-- About this exercise --
Copy exactly the lines of the data below that run from the line holding "c.font = font" through the line holding "M762,0l72,80 41,95 49,97", both ends included.

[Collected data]
━━━━━━━━
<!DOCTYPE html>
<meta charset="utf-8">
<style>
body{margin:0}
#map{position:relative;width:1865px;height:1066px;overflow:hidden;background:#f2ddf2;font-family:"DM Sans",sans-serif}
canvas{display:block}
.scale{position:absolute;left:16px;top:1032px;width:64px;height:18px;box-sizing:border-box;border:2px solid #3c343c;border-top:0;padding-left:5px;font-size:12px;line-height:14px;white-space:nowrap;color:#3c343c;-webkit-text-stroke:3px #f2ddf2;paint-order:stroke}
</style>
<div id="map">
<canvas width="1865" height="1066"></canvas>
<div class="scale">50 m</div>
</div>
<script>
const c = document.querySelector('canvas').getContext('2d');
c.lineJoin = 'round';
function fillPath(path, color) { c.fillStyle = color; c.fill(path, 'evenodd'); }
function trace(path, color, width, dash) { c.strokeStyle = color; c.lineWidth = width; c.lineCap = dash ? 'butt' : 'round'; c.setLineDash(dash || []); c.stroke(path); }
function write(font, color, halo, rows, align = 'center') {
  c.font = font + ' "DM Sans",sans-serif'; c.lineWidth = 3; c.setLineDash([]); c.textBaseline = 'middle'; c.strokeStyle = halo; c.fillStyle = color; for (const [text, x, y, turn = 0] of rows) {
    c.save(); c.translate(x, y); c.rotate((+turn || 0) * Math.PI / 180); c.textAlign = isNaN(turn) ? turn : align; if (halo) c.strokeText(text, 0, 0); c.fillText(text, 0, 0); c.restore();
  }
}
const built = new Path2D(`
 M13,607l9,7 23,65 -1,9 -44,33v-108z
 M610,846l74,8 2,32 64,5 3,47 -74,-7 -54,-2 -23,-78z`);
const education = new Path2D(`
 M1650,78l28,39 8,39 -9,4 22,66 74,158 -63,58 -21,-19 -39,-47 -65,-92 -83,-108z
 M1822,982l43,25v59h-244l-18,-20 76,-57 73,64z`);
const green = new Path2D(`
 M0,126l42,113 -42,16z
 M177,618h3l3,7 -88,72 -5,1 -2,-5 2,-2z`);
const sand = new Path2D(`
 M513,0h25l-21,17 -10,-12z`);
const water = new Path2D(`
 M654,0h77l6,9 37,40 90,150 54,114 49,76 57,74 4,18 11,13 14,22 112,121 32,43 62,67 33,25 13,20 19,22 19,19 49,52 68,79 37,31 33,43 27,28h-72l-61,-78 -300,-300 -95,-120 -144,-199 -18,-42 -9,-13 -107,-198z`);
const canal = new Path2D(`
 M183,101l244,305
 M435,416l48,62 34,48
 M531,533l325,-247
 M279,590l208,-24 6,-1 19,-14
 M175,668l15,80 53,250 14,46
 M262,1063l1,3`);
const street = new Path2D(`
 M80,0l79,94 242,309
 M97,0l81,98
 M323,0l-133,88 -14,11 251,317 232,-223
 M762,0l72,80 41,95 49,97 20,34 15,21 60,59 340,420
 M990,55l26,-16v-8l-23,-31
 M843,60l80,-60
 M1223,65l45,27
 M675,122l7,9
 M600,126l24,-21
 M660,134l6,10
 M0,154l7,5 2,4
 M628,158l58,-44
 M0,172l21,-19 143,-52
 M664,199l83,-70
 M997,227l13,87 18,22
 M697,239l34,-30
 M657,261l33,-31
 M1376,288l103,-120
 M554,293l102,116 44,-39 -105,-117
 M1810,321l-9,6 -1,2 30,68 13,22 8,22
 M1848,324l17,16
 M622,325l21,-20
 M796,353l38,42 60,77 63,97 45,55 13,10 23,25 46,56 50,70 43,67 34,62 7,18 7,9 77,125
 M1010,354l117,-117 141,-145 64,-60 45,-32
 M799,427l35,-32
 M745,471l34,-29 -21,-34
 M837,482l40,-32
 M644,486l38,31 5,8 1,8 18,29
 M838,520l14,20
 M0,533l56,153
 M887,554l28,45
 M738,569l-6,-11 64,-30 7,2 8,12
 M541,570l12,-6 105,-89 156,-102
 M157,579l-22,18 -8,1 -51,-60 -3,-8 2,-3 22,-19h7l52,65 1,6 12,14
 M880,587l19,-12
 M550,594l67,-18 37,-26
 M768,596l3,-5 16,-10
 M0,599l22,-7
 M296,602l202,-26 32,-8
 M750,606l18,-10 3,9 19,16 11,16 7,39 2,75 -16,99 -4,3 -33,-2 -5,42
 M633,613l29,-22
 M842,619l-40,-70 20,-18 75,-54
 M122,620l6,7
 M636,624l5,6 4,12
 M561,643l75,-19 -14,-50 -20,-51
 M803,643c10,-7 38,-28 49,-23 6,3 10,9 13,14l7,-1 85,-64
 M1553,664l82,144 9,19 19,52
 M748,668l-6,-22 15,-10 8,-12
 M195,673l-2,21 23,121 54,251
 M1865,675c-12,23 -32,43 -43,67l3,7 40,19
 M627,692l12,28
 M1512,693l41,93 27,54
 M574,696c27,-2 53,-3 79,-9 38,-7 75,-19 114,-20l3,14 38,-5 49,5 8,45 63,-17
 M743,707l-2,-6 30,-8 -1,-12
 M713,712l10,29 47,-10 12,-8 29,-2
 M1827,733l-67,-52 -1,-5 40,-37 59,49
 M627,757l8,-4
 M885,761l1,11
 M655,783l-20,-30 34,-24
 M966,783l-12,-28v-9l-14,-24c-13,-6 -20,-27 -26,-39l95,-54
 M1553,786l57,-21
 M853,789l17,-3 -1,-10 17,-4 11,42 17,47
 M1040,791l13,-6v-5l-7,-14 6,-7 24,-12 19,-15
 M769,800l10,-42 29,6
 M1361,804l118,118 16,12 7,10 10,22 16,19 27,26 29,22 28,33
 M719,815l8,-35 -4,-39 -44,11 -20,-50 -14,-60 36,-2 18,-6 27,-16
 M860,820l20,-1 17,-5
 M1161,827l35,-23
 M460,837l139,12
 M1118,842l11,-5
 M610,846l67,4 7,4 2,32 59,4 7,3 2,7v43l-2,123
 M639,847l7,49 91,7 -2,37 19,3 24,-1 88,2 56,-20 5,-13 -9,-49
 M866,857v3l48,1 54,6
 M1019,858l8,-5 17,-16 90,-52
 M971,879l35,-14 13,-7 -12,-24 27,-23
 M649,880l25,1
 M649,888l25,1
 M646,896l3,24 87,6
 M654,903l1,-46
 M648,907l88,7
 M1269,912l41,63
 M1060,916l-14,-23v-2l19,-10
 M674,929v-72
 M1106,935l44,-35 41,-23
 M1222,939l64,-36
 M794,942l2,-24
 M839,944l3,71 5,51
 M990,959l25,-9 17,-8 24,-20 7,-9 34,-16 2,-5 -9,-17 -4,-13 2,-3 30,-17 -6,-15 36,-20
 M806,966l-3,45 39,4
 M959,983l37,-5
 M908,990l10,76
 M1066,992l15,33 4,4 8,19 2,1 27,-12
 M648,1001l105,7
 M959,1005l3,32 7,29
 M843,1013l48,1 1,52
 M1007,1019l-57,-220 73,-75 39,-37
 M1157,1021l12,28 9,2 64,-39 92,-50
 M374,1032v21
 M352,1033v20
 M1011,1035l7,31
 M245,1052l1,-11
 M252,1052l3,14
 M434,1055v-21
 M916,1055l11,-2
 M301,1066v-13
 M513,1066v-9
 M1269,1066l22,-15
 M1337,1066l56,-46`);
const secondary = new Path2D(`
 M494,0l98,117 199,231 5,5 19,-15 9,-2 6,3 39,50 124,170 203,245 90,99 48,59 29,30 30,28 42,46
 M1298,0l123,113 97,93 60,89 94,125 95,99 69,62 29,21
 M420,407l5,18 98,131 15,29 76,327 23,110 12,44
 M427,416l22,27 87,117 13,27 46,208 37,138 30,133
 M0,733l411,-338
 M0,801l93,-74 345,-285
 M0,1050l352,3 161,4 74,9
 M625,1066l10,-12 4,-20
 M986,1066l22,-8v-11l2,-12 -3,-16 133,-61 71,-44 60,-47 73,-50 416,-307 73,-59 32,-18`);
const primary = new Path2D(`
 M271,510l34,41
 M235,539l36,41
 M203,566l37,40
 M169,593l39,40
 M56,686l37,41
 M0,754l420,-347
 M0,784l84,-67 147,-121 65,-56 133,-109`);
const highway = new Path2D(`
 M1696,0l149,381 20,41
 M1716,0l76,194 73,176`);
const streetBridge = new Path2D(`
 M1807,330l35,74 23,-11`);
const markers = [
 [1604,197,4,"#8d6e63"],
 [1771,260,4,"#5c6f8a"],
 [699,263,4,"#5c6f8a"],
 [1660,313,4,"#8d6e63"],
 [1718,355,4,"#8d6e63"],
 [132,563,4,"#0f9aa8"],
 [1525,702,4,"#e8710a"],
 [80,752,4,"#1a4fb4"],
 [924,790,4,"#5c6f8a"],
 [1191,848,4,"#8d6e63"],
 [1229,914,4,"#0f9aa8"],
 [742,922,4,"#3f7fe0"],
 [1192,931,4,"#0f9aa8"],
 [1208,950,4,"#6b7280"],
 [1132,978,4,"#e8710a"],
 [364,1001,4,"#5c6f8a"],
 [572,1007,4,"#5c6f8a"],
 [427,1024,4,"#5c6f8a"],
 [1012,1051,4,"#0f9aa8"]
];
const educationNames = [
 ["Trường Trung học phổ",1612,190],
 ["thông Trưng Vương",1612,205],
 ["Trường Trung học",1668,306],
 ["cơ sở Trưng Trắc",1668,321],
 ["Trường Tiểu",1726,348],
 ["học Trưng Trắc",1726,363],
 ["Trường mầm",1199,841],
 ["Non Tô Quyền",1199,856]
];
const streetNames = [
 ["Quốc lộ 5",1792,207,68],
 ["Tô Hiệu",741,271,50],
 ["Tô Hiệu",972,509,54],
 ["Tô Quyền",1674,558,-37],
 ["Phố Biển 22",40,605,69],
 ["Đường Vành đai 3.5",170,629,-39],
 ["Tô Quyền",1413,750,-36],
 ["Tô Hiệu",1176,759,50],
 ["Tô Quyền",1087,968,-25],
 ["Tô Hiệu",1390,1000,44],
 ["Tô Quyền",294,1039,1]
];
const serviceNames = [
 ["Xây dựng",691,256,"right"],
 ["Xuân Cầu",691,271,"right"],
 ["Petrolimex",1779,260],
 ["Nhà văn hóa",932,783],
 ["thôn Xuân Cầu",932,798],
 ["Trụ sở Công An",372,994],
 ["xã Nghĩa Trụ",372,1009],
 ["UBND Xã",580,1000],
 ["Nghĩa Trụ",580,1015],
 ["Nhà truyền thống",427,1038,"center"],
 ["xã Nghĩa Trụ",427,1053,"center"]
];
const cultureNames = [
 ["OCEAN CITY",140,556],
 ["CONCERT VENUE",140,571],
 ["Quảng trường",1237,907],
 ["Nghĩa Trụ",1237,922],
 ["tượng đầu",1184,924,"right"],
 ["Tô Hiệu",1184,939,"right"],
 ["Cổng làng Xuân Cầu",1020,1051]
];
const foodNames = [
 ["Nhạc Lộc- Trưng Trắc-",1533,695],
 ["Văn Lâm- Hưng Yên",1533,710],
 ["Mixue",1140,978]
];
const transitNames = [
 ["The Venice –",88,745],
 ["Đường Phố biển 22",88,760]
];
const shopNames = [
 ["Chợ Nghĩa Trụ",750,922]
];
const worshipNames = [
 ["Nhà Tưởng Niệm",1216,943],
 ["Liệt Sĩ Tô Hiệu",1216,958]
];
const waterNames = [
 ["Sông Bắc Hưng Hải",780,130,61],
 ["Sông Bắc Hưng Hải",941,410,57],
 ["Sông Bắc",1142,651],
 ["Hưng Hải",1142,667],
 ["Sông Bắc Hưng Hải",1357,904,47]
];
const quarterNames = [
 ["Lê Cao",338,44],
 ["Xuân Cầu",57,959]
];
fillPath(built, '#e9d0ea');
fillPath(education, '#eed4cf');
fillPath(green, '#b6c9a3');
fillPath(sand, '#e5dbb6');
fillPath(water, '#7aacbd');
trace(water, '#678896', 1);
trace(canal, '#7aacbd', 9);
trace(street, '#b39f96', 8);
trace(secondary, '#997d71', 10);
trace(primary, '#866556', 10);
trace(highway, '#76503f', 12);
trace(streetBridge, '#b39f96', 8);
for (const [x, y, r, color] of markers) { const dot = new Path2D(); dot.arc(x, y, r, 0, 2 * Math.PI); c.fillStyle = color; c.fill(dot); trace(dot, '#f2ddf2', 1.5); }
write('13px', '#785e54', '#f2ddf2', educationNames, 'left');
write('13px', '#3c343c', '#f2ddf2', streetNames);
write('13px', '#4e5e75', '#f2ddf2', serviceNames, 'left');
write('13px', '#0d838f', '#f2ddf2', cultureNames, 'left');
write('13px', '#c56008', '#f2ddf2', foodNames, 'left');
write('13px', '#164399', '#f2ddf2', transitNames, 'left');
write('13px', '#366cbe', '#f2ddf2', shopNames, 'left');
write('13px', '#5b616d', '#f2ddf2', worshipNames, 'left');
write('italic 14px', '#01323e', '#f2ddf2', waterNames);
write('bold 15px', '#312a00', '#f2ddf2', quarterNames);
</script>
━━━━━━━━
-- The answer --
  c.font = font + ' "DM Sans",sans-serif'; c.lineWidth = 3; c.setLineDash([]); c.textBaseline = 'middle'; c.strokeStyle = halo; c.fillStyle = color; for (const [text, x, y, turn = 0] of rows) {
    c.save(); c.translate(x, y); c.rotate((+turn || 0) * Math.PI / 180); c.textAlign = isNaN(turn) ? turn : align; if (halo) c.strokeText(text, 0, 0); c.fillText(text, 0, 0); c.restore();
  }
}
const built = new Path2D(`
 M13,607l9,7 23,65 -1,9 -44,33v-108z
 M610,846l74,8 2,32 64,5 3,47 -74,-7 -54,-2 -23,-78z`);
const education = new Path2D(`
 M1650,78l28,39 8,39 -9,4 22,66 74,158 -63,58 -21,-19 -39,-47 -65,-92 -83,-108z
 M1822,982l43,25v59h-244l-18,-20 76,-57 73,64z`);
const green = new Path2D(`
 M0,126l42,113 -42,16z
 M177,618h3l3,7 -88,72 -5,1 -2,-5 2,-2z`);
const sand = new Path2D(`
 M513,0h25l-21,17 -10,-12z`);
const water = new Path2D(`
 M654,0h77l6,9 37,40 90,150 54,114 49,76 57,74 4,18 11,13 14,22 112,121 32,43 62,67 33,25 13,20 19,22 19,19 49,52 68,79 37,31 33,43 27,28h-72l-61,-78 -300,-300 -95,-120 -144,-199 -18,-42 -9,-13 -107,-198z`);
const canal = new Path2D(`
 M183,101l244,305
 M435,416l48,62 34,48
 M531,533l325,-247
 M279,590l208,-24 6,-1 19,-14
 M175,668l15,80 53,250 14,46
 M262,1063l1,3`);
const street = new Path2D(`
 M80,0l79,94 242,309
 M97,0l81,98
 M323,0l-133,88 -14,11 251,317 232,-223
 M762,0l72,80 41,95 49,97 20,34 15,21 60,59 340,420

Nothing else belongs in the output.